Exercise brief. Keep only those lines of the records that include the string "Markt".

Dataset records.
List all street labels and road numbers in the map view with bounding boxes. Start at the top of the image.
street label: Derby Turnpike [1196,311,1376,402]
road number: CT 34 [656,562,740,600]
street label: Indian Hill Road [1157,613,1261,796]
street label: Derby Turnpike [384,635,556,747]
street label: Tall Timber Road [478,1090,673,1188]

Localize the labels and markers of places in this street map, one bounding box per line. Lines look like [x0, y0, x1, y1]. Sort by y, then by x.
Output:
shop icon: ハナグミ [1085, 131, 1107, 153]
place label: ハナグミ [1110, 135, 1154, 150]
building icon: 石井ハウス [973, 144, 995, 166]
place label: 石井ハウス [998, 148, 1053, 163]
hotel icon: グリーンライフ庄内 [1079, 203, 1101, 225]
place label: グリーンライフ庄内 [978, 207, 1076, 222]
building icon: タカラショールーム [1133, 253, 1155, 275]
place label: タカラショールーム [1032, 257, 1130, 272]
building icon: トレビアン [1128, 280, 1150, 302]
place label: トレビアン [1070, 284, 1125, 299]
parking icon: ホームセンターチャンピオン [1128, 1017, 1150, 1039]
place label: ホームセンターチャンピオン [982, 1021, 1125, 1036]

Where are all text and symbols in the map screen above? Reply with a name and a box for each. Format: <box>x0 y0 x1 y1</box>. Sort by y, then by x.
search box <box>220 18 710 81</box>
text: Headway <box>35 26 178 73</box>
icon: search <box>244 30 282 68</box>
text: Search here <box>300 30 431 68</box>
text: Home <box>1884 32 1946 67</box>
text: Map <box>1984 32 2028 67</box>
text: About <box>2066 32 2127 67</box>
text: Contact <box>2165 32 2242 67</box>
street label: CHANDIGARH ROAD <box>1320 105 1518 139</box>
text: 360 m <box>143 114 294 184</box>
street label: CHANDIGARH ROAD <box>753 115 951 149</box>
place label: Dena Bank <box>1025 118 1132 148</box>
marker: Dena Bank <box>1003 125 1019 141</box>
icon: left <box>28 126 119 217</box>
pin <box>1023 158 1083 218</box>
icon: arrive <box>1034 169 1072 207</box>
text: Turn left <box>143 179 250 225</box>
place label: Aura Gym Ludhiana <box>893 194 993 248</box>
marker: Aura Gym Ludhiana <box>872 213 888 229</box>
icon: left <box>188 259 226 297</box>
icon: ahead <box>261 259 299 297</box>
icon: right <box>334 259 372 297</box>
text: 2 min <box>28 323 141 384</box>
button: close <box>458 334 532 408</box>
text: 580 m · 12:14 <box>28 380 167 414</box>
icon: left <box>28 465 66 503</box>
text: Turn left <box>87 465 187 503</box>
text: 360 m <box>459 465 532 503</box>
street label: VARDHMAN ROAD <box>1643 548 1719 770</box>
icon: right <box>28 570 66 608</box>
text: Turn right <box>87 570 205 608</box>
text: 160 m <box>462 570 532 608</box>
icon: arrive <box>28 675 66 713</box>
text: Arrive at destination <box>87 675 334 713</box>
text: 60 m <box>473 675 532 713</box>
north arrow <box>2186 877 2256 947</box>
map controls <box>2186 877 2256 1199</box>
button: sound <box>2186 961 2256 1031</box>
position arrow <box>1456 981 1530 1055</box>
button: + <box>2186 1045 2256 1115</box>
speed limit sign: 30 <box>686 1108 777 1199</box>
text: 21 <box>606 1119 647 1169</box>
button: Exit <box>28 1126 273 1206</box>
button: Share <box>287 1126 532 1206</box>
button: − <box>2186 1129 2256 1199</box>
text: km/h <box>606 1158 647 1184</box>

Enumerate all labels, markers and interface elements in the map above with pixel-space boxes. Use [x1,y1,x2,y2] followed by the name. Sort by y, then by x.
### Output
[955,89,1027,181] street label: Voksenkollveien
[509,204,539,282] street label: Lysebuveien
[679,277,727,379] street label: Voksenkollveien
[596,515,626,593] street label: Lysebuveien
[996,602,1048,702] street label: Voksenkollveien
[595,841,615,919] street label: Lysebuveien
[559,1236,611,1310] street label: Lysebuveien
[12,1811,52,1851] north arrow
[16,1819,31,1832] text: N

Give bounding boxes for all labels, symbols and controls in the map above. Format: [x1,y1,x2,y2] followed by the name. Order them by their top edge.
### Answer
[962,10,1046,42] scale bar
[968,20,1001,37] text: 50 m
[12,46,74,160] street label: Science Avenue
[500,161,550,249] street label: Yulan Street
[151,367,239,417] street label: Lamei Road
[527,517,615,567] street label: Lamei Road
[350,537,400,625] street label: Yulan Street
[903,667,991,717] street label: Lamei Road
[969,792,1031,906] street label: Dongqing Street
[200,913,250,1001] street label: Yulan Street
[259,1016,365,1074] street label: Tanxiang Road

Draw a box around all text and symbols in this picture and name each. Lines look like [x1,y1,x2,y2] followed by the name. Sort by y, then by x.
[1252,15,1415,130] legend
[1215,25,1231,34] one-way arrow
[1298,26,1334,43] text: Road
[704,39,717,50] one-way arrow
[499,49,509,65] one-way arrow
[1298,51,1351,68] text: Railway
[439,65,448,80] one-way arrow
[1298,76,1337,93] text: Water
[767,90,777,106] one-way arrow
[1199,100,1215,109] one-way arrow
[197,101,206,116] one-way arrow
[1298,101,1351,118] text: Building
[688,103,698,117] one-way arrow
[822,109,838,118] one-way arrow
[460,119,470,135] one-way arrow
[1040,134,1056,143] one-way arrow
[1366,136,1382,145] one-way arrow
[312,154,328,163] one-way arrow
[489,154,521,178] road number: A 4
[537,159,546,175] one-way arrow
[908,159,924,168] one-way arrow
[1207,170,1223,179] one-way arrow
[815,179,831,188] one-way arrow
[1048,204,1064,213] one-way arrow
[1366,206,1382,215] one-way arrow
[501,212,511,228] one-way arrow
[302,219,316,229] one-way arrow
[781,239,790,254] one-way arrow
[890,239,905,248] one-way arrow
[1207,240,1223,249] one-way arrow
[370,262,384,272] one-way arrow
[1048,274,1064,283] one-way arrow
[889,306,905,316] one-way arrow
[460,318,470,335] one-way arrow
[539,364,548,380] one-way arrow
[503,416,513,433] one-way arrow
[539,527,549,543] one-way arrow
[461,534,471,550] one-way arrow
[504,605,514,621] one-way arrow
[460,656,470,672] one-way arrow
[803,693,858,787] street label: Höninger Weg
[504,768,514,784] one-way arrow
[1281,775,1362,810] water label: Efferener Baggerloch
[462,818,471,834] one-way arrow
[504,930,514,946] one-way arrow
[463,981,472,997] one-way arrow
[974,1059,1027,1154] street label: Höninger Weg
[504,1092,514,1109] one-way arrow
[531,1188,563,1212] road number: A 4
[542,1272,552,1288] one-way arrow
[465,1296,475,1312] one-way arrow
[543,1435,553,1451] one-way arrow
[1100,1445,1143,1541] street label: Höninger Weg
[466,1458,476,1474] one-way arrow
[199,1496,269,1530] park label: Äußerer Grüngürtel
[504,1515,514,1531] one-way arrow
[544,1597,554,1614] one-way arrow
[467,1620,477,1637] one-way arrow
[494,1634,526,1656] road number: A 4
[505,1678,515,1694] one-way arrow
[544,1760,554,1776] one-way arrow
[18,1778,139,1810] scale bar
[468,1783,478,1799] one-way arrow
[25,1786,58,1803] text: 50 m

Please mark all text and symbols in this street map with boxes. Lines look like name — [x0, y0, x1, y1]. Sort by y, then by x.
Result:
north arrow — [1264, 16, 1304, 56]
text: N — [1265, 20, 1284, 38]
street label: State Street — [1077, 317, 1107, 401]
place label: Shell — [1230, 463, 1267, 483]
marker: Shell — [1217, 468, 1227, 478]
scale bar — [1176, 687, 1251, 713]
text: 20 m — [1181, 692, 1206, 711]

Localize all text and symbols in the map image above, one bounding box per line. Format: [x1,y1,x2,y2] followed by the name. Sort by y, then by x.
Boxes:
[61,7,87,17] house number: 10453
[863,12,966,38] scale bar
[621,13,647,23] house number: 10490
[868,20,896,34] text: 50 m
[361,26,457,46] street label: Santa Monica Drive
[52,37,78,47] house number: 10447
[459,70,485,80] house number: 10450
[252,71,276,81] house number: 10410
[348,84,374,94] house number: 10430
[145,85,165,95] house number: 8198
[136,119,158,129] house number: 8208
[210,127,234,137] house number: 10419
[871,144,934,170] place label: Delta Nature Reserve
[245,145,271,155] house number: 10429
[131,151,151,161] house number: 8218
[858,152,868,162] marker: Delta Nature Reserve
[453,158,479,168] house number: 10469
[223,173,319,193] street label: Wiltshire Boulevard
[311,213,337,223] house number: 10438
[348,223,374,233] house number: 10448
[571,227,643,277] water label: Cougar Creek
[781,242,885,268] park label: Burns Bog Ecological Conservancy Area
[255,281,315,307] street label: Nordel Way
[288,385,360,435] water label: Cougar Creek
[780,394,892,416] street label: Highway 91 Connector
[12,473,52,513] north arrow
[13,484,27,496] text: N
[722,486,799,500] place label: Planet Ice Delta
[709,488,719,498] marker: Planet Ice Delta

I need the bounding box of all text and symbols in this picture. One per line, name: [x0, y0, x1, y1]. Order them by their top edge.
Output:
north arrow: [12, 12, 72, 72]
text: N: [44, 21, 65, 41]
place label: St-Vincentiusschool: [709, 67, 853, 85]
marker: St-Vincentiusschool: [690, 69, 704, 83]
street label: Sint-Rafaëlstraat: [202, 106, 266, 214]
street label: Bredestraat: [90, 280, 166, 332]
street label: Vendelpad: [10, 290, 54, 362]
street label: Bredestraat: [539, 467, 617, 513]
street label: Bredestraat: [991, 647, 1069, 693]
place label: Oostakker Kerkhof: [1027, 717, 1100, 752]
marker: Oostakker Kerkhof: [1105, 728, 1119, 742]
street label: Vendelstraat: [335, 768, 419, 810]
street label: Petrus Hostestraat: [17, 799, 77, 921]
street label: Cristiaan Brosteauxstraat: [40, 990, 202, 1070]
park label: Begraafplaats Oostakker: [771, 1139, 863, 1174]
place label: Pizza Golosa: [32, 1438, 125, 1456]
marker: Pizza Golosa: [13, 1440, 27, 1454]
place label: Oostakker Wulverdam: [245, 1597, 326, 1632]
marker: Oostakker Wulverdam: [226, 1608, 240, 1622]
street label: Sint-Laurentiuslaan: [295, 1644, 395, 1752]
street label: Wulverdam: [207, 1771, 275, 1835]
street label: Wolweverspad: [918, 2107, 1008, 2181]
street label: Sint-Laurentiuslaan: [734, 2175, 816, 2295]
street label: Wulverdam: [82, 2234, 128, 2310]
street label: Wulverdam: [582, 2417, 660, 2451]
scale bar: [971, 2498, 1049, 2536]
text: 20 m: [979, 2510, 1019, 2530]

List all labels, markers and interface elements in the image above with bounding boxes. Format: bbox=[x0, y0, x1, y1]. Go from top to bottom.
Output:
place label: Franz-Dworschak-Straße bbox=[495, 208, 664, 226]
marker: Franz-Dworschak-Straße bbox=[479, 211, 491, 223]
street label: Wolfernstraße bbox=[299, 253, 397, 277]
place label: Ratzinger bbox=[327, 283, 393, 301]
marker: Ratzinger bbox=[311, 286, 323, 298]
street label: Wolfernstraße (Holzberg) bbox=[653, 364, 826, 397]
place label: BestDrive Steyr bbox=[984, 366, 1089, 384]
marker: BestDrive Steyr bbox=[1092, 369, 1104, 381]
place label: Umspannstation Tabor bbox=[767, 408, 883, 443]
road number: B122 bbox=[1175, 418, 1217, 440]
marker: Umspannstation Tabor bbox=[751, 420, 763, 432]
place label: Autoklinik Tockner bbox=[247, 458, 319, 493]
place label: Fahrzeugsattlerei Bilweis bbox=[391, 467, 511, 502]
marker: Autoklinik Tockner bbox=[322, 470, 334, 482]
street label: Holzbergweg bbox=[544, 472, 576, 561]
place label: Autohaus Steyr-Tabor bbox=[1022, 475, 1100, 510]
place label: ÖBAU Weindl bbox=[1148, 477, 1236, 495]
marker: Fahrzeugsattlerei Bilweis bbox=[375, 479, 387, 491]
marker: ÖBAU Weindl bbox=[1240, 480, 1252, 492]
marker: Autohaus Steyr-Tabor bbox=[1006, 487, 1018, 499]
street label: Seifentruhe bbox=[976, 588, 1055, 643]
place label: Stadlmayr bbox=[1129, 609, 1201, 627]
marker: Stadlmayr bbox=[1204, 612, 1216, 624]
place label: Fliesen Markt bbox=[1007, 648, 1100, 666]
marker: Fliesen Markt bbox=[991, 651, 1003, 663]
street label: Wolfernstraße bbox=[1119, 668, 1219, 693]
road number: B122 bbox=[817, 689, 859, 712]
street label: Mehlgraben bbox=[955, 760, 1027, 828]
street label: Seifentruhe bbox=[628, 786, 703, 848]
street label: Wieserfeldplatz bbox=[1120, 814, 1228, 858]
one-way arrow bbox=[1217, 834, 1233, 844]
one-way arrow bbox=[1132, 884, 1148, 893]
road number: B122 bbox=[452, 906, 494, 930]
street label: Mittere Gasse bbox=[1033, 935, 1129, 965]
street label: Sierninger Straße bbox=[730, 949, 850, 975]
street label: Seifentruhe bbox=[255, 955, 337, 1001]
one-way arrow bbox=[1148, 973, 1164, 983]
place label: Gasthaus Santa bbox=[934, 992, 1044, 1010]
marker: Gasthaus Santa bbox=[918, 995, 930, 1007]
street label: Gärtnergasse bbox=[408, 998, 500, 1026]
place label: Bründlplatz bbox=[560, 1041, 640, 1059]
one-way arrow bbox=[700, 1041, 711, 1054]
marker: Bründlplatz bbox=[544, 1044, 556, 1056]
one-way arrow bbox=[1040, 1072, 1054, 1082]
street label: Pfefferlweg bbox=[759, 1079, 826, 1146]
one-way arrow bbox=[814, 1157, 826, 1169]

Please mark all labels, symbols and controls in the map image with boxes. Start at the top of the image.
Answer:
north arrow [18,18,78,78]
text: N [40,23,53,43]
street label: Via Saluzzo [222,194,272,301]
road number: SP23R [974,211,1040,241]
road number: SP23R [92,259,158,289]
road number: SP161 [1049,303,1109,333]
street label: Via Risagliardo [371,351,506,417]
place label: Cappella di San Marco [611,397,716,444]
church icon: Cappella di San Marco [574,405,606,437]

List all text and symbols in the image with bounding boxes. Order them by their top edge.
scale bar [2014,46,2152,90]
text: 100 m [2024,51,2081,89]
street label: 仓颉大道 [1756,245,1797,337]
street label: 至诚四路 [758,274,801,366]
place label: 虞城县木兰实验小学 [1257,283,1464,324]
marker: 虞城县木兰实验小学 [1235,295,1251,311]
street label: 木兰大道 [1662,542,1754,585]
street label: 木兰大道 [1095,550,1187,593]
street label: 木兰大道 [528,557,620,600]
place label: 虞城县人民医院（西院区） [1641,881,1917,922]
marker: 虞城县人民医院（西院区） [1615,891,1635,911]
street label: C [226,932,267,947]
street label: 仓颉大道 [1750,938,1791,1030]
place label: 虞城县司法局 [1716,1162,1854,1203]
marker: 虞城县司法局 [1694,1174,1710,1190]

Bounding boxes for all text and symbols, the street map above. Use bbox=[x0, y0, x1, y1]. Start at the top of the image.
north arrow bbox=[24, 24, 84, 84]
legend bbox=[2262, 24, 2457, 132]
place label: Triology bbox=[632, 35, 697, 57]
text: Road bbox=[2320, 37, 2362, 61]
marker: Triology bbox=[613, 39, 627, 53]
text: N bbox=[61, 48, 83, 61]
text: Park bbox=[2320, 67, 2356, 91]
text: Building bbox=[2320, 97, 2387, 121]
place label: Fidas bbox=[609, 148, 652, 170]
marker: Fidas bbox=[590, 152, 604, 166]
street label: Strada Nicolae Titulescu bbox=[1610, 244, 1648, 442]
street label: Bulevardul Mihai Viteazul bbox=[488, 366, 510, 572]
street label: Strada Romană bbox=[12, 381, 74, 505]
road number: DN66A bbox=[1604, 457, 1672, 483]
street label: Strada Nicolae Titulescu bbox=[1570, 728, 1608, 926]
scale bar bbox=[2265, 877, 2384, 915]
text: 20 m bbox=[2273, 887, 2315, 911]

Response area.
place label: Fliesen Markt bbox=[1007, 648, 1100, 666]
marker: Fliesen Markt bbox=[991, 651, 1003, 663]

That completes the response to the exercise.